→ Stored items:
◆ ◆ ◆ ◆
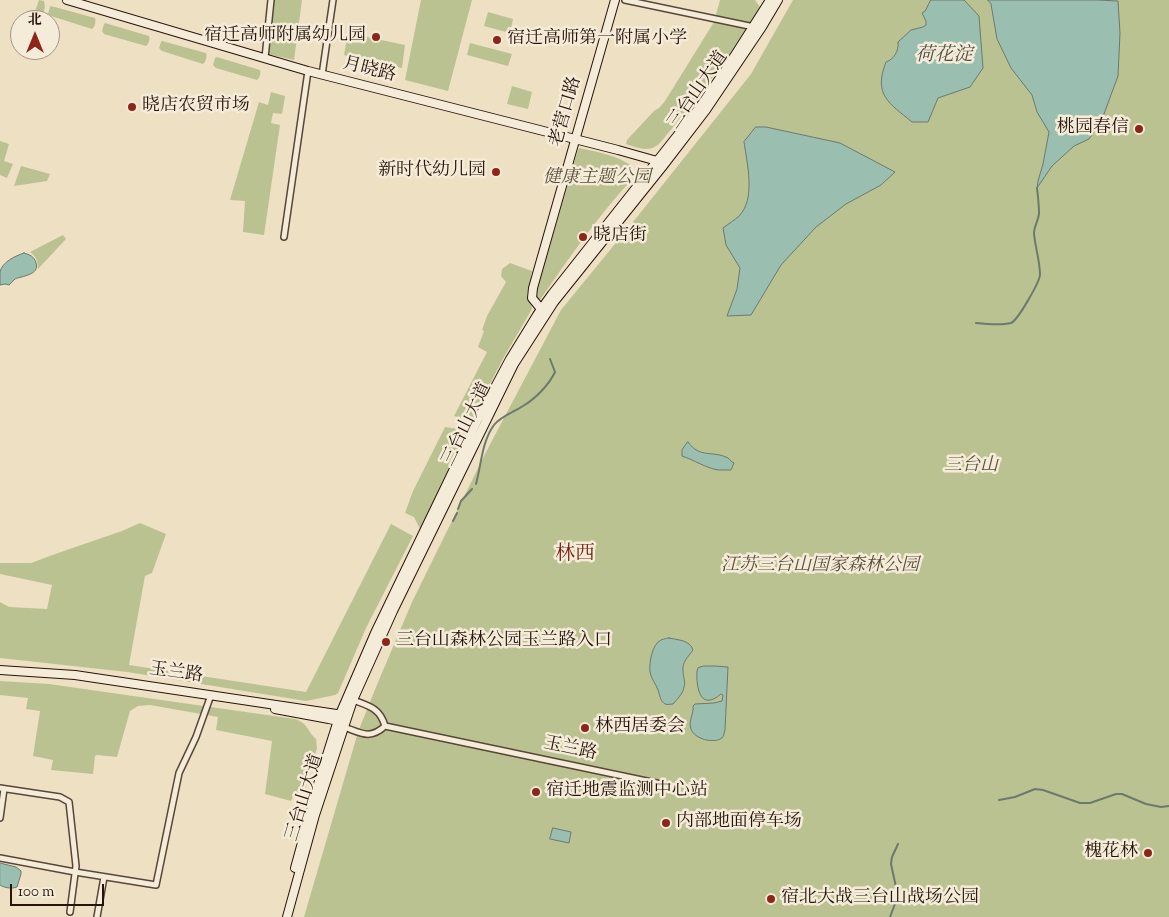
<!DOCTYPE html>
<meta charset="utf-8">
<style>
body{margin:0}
#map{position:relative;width:1169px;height:917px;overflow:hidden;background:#eee0c3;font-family:"Sorts Mill Goudy","Noto Serif SC",serif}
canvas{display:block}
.north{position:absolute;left:10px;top:10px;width:50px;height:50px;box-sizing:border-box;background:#f4ebd8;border:1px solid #a29586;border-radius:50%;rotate:0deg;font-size:14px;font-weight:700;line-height:20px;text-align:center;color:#26130a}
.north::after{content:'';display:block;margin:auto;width:18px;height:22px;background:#8f2418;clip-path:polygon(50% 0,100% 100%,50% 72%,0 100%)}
.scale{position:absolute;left:10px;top:884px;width:94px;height:22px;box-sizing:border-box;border:2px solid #26130a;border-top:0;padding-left:6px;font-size:15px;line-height:18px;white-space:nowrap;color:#26130a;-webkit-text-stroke:4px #f4ebd8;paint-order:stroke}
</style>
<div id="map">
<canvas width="1169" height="917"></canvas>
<div class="north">北</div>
<div class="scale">100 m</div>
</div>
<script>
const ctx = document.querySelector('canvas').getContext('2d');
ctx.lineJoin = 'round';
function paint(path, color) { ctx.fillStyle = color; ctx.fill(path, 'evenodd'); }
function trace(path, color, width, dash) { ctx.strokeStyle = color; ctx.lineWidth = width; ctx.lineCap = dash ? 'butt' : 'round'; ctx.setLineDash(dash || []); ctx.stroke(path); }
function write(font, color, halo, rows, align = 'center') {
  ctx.font = font + ' "Sorts Mill Goudy","Noto Serif SC",serif'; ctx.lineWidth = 5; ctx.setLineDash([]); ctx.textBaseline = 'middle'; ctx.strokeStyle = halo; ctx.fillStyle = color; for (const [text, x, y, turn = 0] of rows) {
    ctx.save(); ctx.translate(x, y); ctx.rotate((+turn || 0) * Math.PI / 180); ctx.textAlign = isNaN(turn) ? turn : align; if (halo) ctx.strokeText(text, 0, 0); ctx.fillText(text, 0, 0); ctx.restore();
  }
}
paint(new Path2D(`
 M39,0L44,1L45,7L41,20H32Z
 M273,0H302L294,60L267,54Z
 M421,0H472L448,91L405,80Z
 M720,0H755L760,7L730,53L696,100L659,144C648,153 639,148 626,144L627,140L654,111L659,108L665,101L714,22Z
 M793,0H1169V917H304L358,732L376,687L412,602L486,452L561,310L637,217L751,74Z
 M51,6L95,18C96,22 95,27 92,29L51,16L48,14L50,7Z
 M488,12L513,19L510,33L484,26Z
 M105,23L149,36C150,39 149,44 146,46L104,34L102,31L104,24Z
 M348,33L405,45L402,68L344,55Z
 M162,41L206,53C207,56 206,62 203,64L162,51L159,48L161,42Z
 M470,43L512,54L508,66L467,55Z
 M217,57L260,70C261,73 260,78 257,80L216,68L213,65L215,58Z
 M512,86L532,92L528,109L507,104Z
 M271,92L285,96L282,114L273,113L271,123L280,125L264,235L243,232L245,201L230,200L259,102L268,105Z
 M0,141L9,144L4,161L13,164L7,178L0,175Z
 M579,148C598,152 616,155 632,166L633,178C598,216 569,258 540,300H537L535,297L577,153Z
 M21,166L50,174L47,181L14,186Z
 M63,235L66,239L38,269C37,261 37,257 30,252Z
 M510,263L532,271L527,295L532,307V309L504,357L471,420L468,421L454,416L487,352L478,347L484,331L482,330L487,316L506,282L501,276L502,269Z
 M445,427L459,429L466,431L420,529L414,517L405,513L413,491Z
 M140,523L166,534L152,573L145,576L129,665L306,692L391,524L413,536L366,628L338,693L335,695L306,701L127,672L0,658V602L9,607L47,609L52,585L0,574V563H31L58,553L122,531Z
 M0,681L49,684L295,719C308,723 307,731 316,739L317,748L302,800L293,797L291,801L265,794L272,741L216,730L218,717L150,705L138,706L130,711L117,757L97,755L95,756L93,774L51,770L53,760L33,756L40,711L26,709L28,698L0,695Z`), '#bbc292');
const water = new Path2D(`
 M931,0H964L979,16L983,68L970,87L938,98L928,122H912C889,103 873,95 886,62C894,59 899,51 898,42L911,30L923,27L926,25V21L922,13L925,11Z
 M988,0H1097L1118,1L1120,33L1118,76L1101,122L1089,139L1074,146L1052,166L1037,188L1038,181L1043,164L1049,132L1037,112L1032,95L1011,68L997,39L991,4Z
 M756,127H766L840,143L895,172L881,185L846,204L816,227L781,265L751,315L727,316L737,289L740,268L726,245L723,228C728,224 735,220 739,216C756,199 747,163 744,142Z
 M24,253C30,255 34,256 36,263C40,275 22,276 15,279C13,281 11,283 9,285L5,284L0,285C0,281 0,276 0,272C2,262 15,256 24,253Z
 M688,442C700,459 713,450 728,458C730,460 732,462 734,463L731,470C727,470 723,470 718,470C706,468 694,460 682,456V450Z
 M669,638C678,640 690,640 693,650C688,657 682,662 683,671C683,677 686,682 684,687C683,694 677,699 673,704C670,704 668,705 665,704C660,701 660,695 658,690C656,684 651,679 650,672C649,663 652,644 661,640C664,639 667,638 669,638Z
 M704,666H715L728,667L725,730C724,733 724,736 722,738C714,744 694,739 691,729C688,721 694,714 693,706L695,704L714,703L722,701L723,695L721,694C700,712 696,687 697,671L698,668Z
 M553,828L571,832L569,843L550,839Z
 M0,863L16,867L21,871V874L17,887C12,889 4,888 0,885Z`);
paint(water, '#9abeaf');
trace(water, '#6c7a6d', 1);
trace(new Path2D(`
 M976,323C985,324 1003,325 1011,323C1018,320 1039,283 1040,275C1040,261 1035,247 1034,233C1034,227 1038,221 1039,214C1039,206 1038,196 1037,188
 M476,484C481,466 482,441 494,425C501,416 514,412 523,406C535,399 549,385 555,372L550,359
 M458,509L461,501L472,489
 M453,521L457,513
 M999,800L1015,797L1035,789L1043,790L1080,803H1090L1116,794H1122L1146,804L1161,807L1169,806
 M890,917L896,901V887L891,864L892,857L898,844`), '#6c7a6d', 2);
const street = new Path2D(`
 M625,0L754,27
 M265,58L271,0
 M322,75L333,0
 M284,237L308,71
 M385,726L661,784
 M344,727C361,733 370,740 385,726C380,708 369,706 353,700
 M0,788L60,797L69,802L76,866L70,912
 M0,818L4,789
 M0,858L75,872L156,885L179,773L196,737L211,695
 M97,917L104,877`);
const secondary = new Path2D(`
 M67,0L308,71L618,150L657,161L660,163
 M545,311L541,309L532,298L533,288L615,0
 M0,670L75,675L343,715
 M275,709L329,719L342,722
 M295,868L320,777L340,714L375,633L478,419L510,359L537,315L552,294L699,108L728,66L770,0
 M287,917L315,815L353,700L393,611L514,364L554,302L663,166L706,110L762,27L778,0`);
trace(street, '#584638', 8);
trace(secondary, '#26130a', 10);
trace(street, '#f4ebd8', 5);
trace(secondary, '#f4ebd8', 8);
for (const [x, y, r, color] of [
 [376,37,5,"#8f2418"],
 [497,40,5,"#8f2418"],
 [132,107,5,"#8f2418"],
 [1139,129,5,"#8f2418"],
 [496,172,5,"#8f2418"],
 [583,237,5,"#8f2418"],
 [386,642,5,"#8f2418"],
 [585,728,5,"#8f2418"],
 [536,792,5,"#8f2418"],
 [666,823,5,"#8f2418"],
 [1148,853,5,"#8f2418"],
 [771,899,5,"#8f2418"]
]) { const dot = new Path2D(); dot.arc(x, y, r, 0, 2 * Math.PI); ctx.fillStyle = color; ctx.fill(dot); trace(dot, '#f4ebd8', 2); }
write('18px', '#26130a', '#f4ebd8', [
 ["宿迁高师附属幼儿园",366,37,"right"],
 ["宿迁高师第一附属小学",507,40],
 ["晓店农贸市场",142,107],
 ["桃园春信",1129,129,"right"],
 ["新时代幼儿园",486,172,"right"],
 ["晓店街",593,237],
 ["三台山森林公园玉兰路入口",396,642],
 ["林西居委会",595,728],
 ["宿迁地震监测中心站",546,792],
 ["内部地面停车场",676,823],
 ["槐花林",1138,853,"right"],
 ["宿北大战三台山战场公园",781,899]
], 'left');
write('18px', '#26130a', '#f4ebd8', [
 ["月晓路",369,71,14],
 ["三台山大道",699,91,-55],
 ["老营口路",567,112,-74],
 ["三台山大道",468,425,-64],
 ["玉兰路",176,674,8],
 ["玉兰路",570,750,12],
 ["三台山大道",306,798,-73]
]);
write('italic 18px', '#5a503a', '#f4ebd8', [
 ["健康主题公园",597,179],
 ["三台山",971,467],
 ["江苏三台山国家森林公园",820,567]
]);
write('italic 19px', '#4f4f44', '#f4ebd8', [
 ["荷花淀",944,57]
]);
write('20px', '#7a1f14', '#f4ebd8', [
 ["林西",575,556]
]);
</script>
◆ ◆ ◆ ◆
→ Your objective:
From the data above, copy every line where "function" appears.

→ Your solution:
function paint(path, color) { ctx.fillStyle = color; ctx.fill(path, 'evenodd'); }
function trace(path, color, width, dash) { ctx.strokeStyle = color; ctx.lineWidth = width; ctx.lineCap = dash ? 'butt' : 'round'; ctx.setLineDash(dash || []); ctx.stroke(path); }
function write(font, color, halo, rows, align = 'center') {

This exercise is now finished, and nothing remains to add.